(Beginning of THE DATA)
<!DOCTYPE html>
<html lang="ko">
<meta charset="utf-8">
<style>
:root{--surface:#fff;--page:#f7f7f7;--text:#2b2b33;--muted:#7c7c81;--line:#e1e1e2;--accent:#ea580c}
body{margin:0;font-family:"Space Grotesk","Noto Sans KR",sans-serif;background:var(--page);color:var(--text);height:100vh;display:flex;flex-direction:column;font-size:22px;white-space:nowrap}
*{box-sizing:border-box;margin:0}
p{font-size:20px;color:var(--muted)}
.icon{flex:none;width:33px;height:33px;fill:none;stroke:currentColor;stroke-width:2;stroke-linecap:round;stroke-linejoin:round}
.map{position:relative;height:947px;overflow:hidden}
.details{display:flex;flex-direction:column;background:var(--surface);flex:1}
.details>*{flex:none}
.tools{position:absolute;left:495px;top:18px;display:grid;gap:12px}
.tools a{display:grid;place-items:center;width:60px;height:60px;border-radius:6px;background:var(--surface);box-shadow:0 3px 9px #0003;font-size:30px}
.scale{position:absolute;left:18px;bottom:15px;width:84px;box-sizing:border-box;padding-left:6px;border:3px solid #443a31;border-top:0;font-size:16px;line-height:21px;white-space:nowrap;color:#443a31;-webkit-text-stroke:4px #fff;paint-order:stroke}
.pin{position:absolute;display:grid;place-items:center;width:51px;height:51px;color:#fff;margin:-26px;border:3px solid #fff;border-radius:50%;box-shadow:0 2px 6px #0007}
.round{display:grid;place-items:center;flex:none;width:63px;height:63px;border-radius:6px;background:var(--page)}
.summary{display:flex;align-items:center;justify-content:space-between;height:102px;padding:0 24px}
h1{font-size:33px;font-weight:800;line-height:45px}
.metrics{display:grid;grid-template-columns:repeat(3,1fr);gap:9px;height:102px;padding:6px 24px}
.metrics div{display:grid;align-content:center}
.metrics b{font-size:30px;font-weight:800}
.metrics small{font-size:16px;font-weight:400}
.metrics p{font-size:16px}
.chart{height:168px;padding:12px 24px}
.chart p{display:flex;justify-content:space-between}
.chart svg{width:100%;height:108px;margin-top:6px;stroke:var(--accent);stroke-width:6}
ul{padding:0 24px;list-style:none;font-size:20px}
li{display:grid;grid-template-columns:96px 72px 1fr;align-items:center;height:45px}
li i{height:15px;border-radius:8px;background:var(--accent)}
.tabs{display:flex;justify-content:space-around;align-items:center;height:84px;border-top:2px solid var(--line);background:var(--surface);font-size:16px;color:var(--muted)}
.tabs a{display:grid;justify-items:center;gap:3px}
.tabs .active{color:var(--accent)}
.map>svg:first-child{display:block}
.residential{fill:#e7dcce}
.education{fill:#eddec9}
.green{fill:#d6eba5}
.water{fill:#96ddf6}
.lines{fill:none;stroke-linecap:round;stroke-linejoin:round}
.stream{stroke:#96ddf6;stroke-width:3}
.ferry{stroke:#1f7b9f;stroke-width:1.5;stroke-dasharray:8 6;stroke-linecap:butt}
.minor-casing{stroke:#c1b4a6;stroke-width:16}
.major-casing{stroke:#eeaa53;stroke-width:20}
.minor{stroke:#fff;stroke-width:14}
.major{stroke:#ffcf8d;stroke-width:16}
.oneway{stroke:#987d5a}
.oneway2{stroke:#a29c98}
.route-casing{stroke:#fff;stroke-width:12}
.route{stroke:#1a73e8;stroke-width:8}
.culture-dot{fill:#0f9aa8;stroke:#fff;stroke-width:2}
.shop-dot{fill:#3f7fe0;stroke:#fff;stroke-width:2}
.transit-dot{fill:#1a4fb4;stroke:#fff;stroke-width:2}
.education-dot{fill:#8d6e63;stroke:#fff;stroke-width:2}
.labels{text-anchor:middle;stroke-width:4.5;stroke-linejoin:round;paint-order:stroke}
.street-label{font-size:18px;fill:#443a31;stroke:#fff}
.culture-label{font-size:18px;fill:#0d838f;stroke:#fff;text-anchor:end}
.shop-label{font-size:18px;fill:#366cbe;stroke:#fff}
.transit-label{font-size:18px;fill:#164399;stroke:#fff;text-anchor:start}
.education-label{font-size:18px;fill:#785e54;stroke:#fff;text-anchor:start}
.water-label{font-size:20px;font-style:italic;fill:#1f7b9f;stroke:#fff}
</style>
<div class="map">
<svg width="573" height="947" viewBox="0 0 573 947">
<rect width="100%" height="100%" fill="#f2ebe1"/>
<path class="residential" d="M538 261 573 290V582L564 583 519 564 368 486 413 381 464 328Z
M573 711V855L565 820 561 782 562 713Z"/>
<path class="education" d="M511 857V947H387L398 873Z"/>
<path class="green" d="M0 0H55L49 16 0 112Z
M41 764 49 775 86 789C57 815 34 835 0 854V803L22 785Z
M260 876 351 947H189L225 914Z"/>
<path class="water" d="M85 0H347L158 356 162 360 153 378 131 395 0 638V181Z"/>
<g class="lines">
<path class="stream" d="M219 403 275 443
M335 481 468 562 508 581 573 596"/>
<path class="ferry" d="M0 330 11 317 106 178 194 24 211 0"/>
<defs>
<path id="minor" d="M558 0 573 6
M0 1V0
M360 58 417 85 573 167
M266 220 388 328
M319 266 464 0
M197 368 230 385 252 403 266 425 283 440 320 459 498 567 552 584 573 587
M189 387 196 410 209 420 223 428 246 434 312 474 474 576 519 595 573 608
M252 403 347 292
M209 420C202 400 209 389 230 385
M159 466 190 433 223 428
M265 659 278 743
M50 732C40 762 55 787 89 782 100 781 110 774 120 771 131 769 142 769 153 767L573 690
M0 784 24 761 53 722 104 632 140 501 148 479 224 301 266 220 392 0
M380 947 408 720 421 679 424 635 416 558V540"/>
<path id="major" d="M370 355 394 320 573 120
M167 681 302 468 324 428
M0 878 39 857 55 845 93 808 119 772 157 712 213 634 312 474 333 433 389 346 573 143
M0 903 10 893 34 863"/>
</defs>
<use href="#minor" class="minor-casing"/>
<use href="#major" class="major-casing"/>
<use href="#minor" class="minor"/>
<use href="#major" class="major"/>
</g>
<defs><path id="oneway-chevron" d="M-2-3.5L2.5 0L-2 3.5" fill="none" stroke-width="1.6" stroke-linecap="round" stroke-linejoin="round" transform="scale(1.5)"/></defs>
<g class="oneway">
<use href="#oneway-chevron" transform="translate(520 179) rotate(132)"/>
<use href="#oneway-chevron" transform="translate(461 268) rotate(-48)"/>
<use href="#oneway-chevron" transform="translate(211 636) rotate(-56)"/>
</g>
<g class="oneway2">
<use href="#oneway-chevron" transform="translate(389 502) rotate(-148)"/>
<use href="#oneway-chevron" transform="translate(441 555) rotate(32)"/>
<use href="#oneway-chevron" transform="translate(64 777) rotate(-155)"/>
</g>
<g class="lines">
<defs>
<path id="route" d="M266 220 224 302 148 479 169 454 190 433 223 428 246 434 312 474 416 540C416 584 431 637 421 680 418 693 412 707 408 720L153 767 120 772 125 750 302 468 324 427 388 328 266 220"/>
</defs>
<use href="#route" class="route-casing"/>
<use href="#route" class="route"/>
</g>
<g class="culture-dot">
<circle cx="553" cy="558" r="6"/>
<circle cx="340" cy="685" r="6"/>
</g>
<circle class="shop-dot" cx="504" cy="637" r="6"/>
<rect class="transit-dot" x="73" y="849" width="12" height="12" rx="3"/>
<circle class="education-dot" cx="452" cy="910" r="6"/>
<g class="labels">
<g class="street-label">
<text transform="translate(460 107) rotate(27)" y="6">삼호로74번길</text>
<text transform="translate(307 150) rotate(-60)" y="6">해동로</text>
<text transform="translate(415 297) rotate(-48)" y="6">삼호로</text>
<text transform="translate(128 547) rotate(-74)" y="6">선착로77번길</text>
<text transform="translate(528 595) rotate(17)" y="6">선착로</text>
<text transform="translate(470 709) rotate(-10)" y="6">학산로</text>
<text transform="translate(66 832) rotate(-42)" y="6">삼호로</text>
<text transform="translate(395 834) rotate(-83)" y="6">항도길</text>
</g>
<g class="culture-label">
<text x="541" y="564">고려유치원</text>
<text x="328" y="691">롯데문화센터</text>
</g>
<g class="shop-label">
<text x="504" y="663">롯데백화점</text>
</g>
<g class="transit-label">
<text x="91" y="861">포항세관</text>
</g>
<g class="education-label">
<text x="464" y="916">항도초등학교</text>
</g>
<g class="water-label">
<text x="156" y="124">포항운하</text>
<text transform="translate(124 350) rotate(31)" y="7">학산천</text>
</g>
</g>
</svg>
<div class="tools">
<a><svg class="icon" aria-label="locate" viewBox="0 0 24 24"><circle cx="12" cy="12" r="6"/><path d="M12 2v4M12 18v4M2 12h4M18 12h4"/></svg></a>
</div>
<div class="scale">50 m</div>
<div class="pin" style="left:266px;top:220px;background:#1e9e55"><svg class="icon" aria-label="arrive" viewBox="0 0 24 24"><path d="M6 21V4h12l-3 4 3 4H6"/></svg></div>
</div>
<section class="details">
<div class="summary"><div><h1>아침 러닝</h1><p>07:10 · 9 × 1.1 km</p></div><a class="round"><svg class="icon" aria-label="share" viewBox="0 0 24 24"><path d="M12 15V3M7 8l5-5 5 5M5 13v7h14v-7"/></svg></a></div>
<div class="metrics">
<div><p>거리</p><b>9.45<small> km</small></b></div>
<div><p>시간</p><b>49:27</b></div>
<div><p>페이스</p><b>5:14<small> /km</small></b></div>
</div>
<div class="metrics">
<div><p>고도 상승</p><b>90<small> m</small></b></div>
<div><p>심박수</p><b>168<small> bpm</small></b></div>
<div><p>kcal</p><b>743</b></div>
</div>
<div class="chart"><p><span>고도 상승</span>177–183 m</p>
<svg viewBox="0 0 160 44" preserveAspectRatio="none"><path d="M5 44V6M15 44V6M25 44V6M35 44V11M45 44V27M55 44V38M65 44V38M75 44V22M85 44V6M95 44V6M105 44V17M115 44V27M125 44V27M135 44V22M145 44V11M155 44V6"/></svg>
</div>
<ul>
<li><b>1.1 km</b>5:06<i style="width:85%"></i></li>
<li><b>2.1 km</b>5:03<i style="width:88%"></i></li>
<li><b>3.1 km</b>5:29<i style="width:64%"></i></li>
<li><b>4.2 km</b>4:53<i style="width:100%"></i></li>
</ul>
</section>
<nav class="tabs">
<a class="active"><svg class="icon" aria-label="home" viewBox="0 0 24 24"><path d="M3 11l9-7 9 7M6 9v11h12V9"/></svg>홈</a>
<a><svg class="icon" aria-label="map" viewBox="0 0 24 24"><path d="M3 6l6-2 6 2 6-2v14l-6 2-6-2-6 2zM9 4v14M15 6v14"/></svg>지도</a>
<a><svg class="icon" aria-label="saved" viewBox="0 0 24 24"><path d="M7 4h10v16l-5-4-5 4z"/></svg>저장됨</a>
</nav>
(End of THE DATA)
WORK REQUIRED
Search the entries for "nowrap" and copy each matching line.

EXERCISE RESULT
body{margin:0;font-family:"Space Grotesk","Noto Sans KR",sans-serif;background:var(--page);color:var(--text);height:100vh;display:flex;flex-direction:column;font-size:22px;white-space:nowrap}
.scale{position:absolute;left:18px;bottom:15px;width:84px;box-sizing:border-box;padding-left:6px;border:3px solid #443a31;border-top:0;font-size:16px;line-height:21px;white-space:nowrap;color:#443a31;-webkit-text-stroke:4px #fff;paint-order:stroke}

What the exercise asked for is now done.